Serge Latouche, il teorico della decrescita felice, ne ha parlato al “Bergamo festival Fare la pace” del maggio scorso, giunto alla sua sesta edizione. Fare la pace attraverso l’economia. Smetterla d’inseguire la crescita forzata e puntare sulla società solidale piuttosto che sulla competizione. Smetterla di correre come forsennati per non restare indietro e ristabilire invece i rapporti sociali. Smetterla con le fiere delle multinazionali come l’Expo di Milano.

Se è vero che il quaranta per cento del cibo prodotto finisce tra i rifiuti, quello che abbiamo basta per farci vivere serenamente. Latouche, economista pentito, ha capito queste cose durante la sua esperienza in Laos, dove non esiste “un’economia  capitalistica all’insegna della crescita e la gente vive felice”. E in Laos il teorico francese ha perso ogni fiducia nell’economia ed è diventato filosofo. L’economia è una religione occidentale che rende infelici e distrugge ogni equilibrio. Il tessuto industriale italiano distrutto dalla concorrenza cinese; gli stessi contadini cinesi messi in crisi dall’agricoltura occidentale. Non per nulla, qualcuno l’ha giustamente definita “scienza triste”, oltreché inesatta. E quanta tristezza, infatti, e rovina e fallimenti hanno creato, nelle società occidentali, i calcoli e le ricette sbagliate dei nostri economisti?

L’elenco è lungo se andiamo a ritroso nel tempo, dalla crisi finanziaria del 2008 sino alla Grande depressione dei primi anni Trenta del secolo scorso, quella che ha dato  forza ai fascismi in Europa. E ci dice soprattutto, quest’elenco, che non agli economisti ma agli storici spetta il compito di scrivere la storia, anche la storia dell’economia.

C’è stato un momento nella vita di Serge Latouche in cui – come il dottor Kien di Canetti – deve essersi detto: “Questa verità mente, deve scomparire”. Ed è stato in Laos, appunto.

Lì, nel lontano Oriente, dove senza la violenza della competizione e della crescita uomini e donne vivono felici, ha capito che l’economia è una menzogna. Una menzogna che genera infelicità e guerra. E siamo stati noi, noi occidentali a inventarla. Sin dai tempi di Aristotele, che pure subito comprese quanto distruttiva sarebbe stata per la società la voglia di far denaro con il denaro.

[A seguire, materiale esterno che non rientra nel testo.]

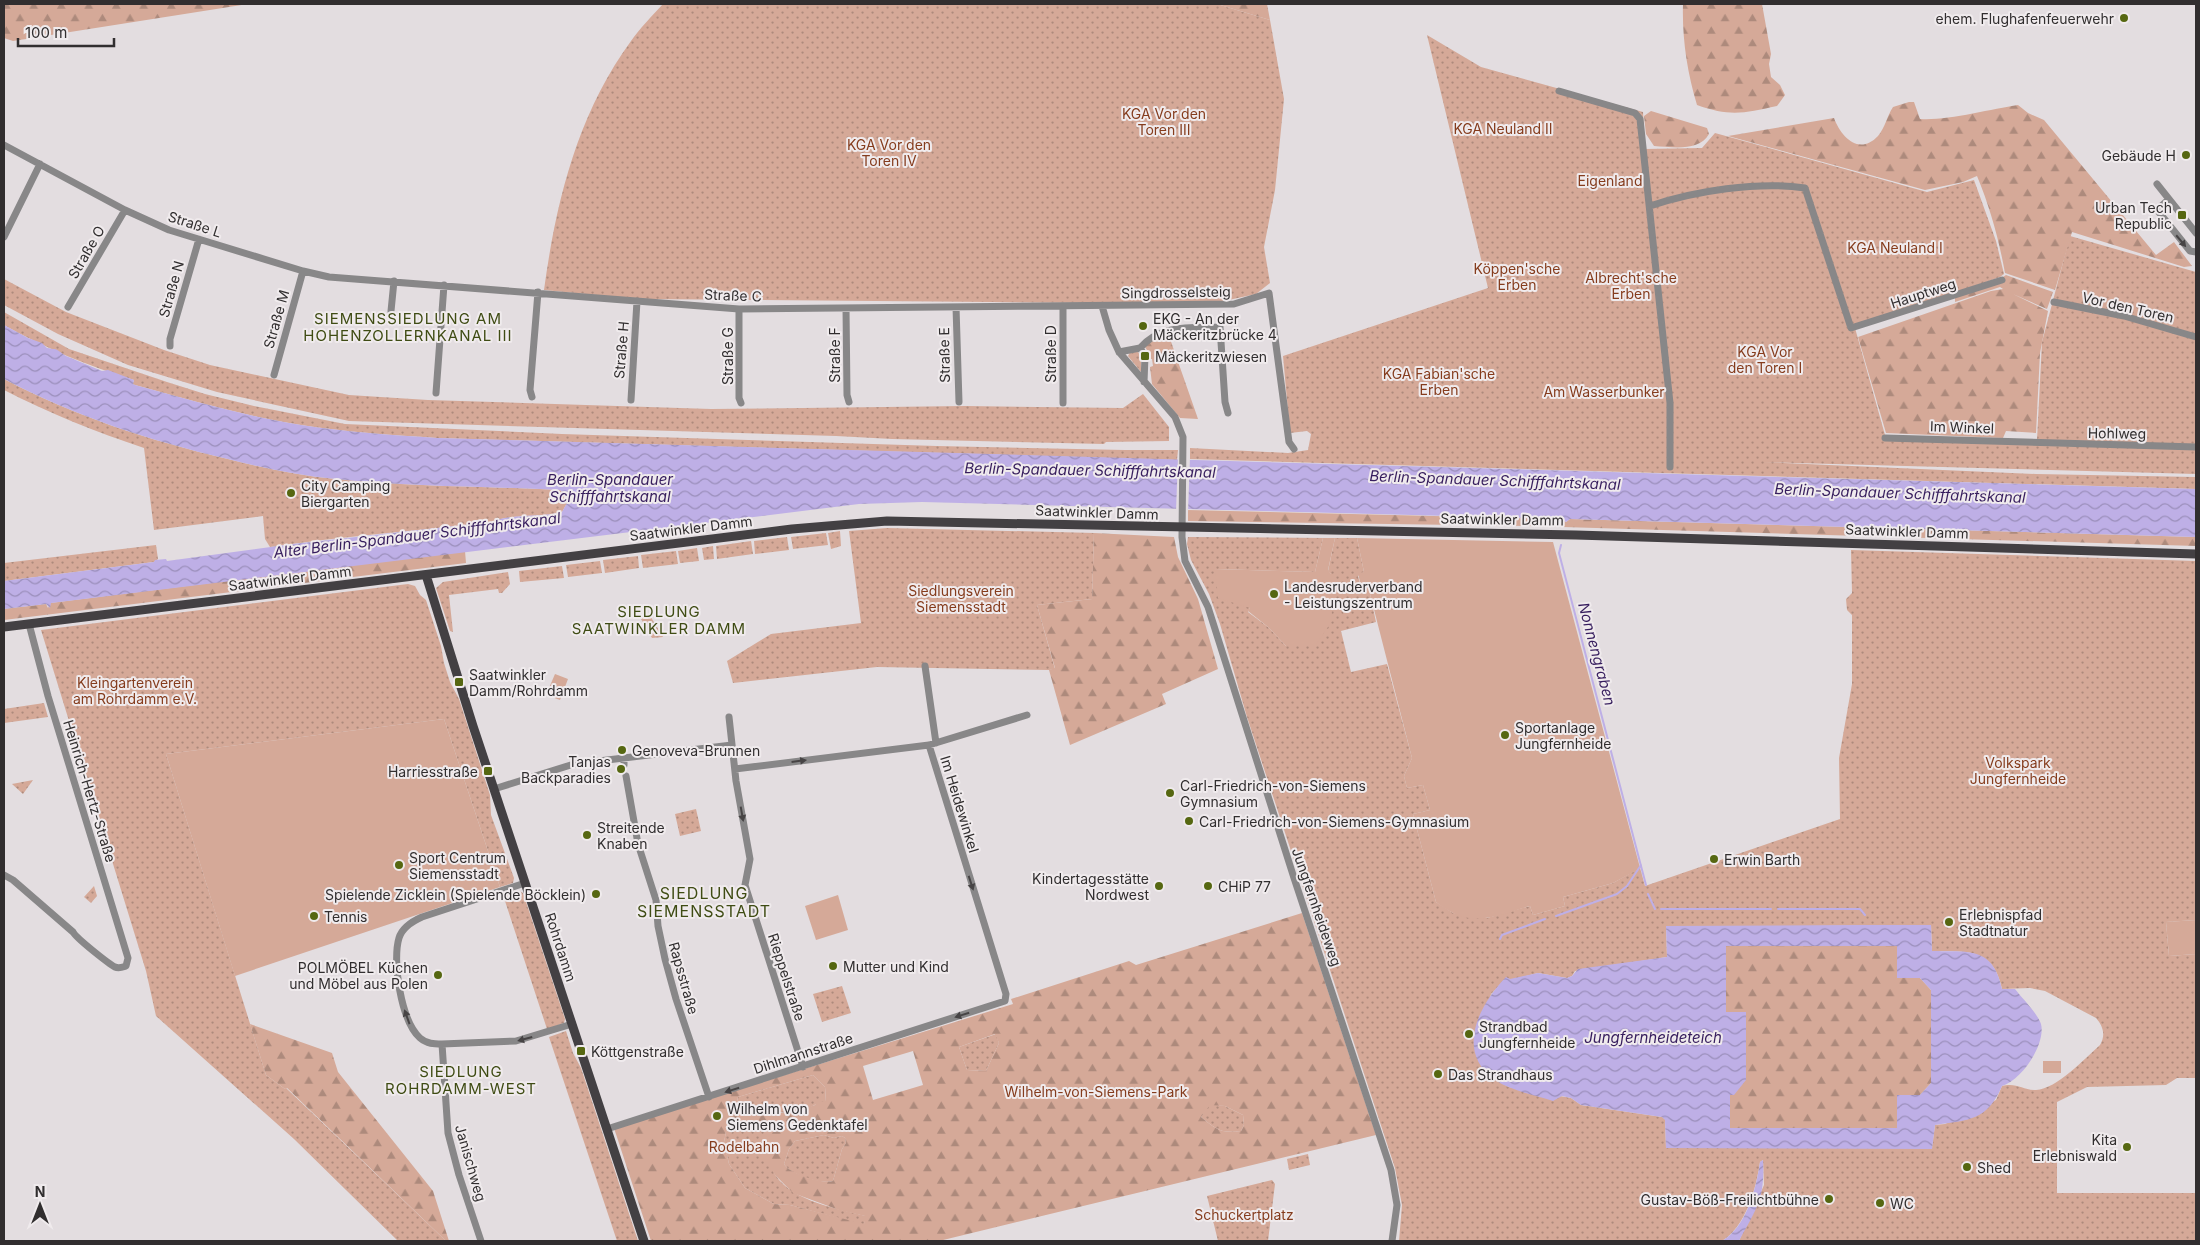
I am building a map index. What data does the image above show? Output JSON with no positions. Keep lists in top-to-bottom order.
{
  "streets": {
    "main road": ["Saatwinkler Damm", "Rohrdamm"],
    "street": [
      "Straße L",
      "Straße O",
      "Straße N",
      "Singdrosselsteig",
      "Hauptweg",
      "Straße C",
      "Vor den Toren",
      "Straße M",
      "Straße H",
      "Straße D",
      "Straße F",
      "Straße E",
      "Straße G",
      "Im Winkel",
      "Hohlweg",
      "Heinrich-Hertz-Straße",
      "Im Heidewinkel",
      "Jungfernheideweg",
      "Rieppelstraße",
      "Rapsstraße",
      "Dihlmannstraße",
      "Janischweg"
    ]
  },
  "crossings": [
    ["Straße L", "Straße O"],
    ["Straße L", "Straße N"],
    ["Straße L", "Straße C"],
    ["Straße L", "Straße M"],
    ["Singdrosselsteig", "Straße C"],
    ["Singdrosselsteig", "Jungfernheideweg"],
    ["Straße C", "Straße H"],
    ["Straße C", "Straße D"],
    ["Straße C", "Straße F"],
    ["Straße C", "Straße E"],
    ["Straße C", "Straße G"],
    ["Straße C", "Jungfernheideweg"],
    ["Im Winkel", "Hohlweg"],
    ["Saatwinkler Damm", "Heinrich-Hertz-Straße"],
    ["Saatwinkler Damm", "Jungfernheideweg"],
    ["Saatwinkler Damm", "Rohrdamm"],
    ["Im Heidewinkel", "Rieppelstraße"],
    ["Im Heidewinkel", "Dihlmannstraße"],
    ["Rohrdamm", "Dihlmannstraße"],
    ["Rieppelstraße", "Dihlmannstraße"],
    ["Rapsstraße", "Dihlmannstraße"]
  ],
  "one_way": ["Rieppelstraße", "Dihlmannstraße"],
  "districts": [
    "SIEMENSSIEDLUNG AM HOHENZOLLERNKANAL III",
    "SIEDLUNG SAATWINKLER DAMM",
    "SIEDLUNG SIEMENSSTADT",
    "SIEDLUNG ROHRDAMM-WEST"
  ],
  "water": [
    "Berlin-Spandauer Schifffahrtskanal",
    "Alter Berlin-Spandauer Schifffahrtskanal",
    "Nonnengraben",
    "Jungfernheideteich"
  ],
  "parks": [
    "KGA Vor den Toren III",
    "KGA Neuland II",
    "KGA Vor den Toren IV",
    "Eigenland",
    "KGA Neuland I",
    "Köppen'sche Erben",
    "Albrecht'sche Erben",
    "KGA Vor den Toren I",
    "KGA Fabian'sche Erben",
    "Am Wasserbunker",
    "Siedlungsverein Siemensstadt",
    "Kleingartenverein am Rohrdamm e.V.",
    "Volkspark Jungfernheide",
    "Wilhelm-von-Siemens-Park",
    "Rodelbahn",
    "Schuckertplatz"
  ],
  "places": {
    "other": [
      "ehem. Flughafenfeuerwehr",
      "Gebäude H",
      "EKG - An der Mäckeritzbrücke 4",
      "City Camping Biergarten",
      "Landesruderverband - Leistungszentrum",
      "Sportanlage Jungfernheide",
      "Genoveva-Brunnen",
      "Tanjas Backparadies",
      "Carl-Friedrich-von-Siemens Gymnasium",
      "Carl-Friedrich-von-Siemens-Gymnasium",
      "Streitende Knaben",
      "Erwin Barth",
      "Sport Centrum Siemensstadt",
      "Kindertagesstätte Nordwest",
      "CHiP 77",
      "Spielende Zicklein (Spielende Böcklein)",
      "Tennis",
      "Erlebnispfad Stadtnatur",
      "Mutter und Kind",
      "POLMÖBEL Küchen und Möbel aus Polen",
      "Strandbad Jungfernheide",
      "Das Strandhaus",
      "Wilhelm von Siemens Gedenktafel",
      "Kita Erlebniswald",
      "Shed",
      "Gustav-Böß-Freilichtbühne",
      "WC"
    ],
    "transit": [
      "Urban Tech Republic",
      "Mäckeritzwiesen",
      "Saatwinkler Damm/Rohrdamm",
      "Harriesstraße",
      "Köttgenstraße"
    ]
  },
  "scale_bar": "100 m",
  "north": "top"
}
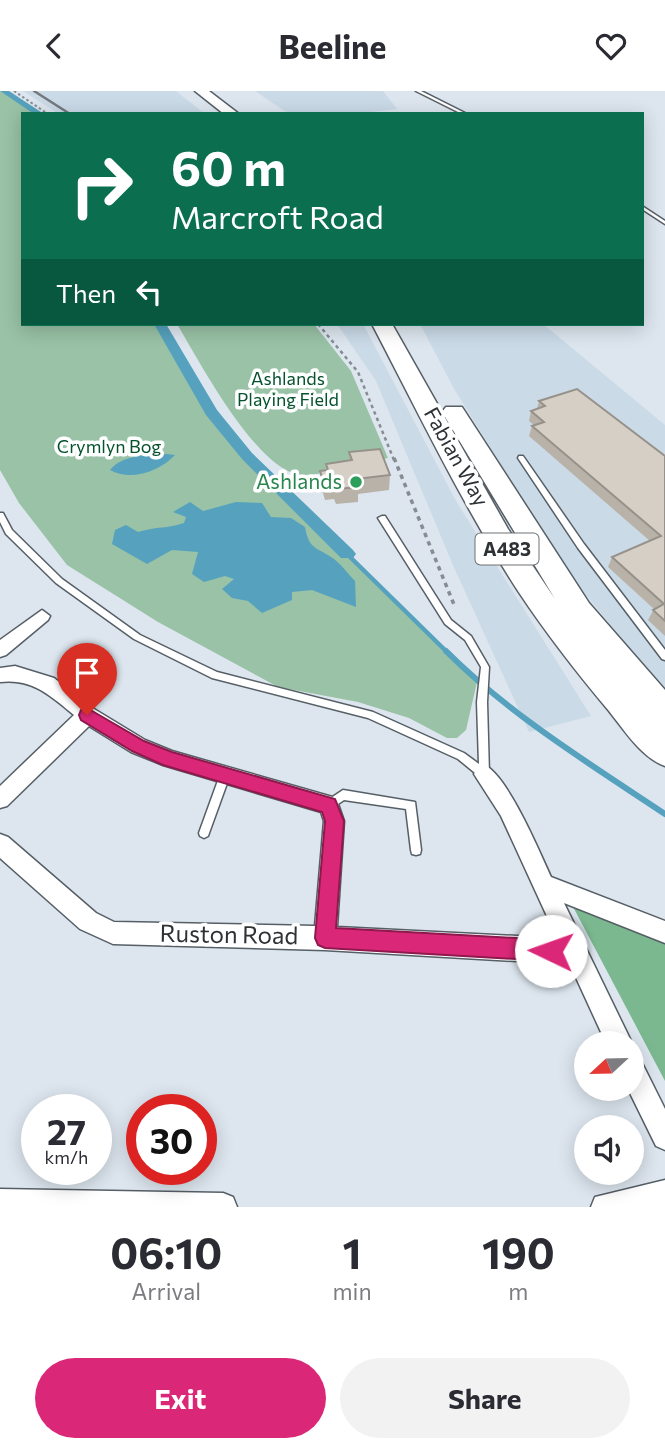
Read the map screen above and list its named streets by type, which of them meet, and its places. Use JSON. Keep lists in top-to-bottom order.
{
  "streets": {
    "highway": ["Fabian Way", "A483"],
    "street": ["Ruston Road"]
  },
  "parks": ["Ashlands Playing Field", "Crymlyn Bog"],
  "places": ["Ashlands"],
  "north": "left",
  "page": {
    "header": "Beeline",
    "turn": ["60 m", "Marcroft Road"],
    "then": "Then",
    "speed": "27 km/h",
    "limit": "30",
    "eta": [
      "06:10",
      "Arrival",
      "1",
      "min",
      "190",
      "m"
    ],
    "buttons": ["Exit", "Share"]
  }
}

La soluzione per Latouche, se vogliamo vivere in pace e sereni, è invertire la rotta, “decolonizzare la nostra mente dall’invenzione dell’economia”, tornare alla società pre-economica, abbandonarci all’abbondanza frugale, quella che basta per vivere, favorire i movimenti politici che partono dal basso, dalla strada, e guardano prevalentemente alla società e a modelli di sviluppo solidali: neozapatismo, Syriza, Podemos. È un processo lungo, forse lunghissimo, carico d’utopia. Abbreviarne i tempi, può salvarci.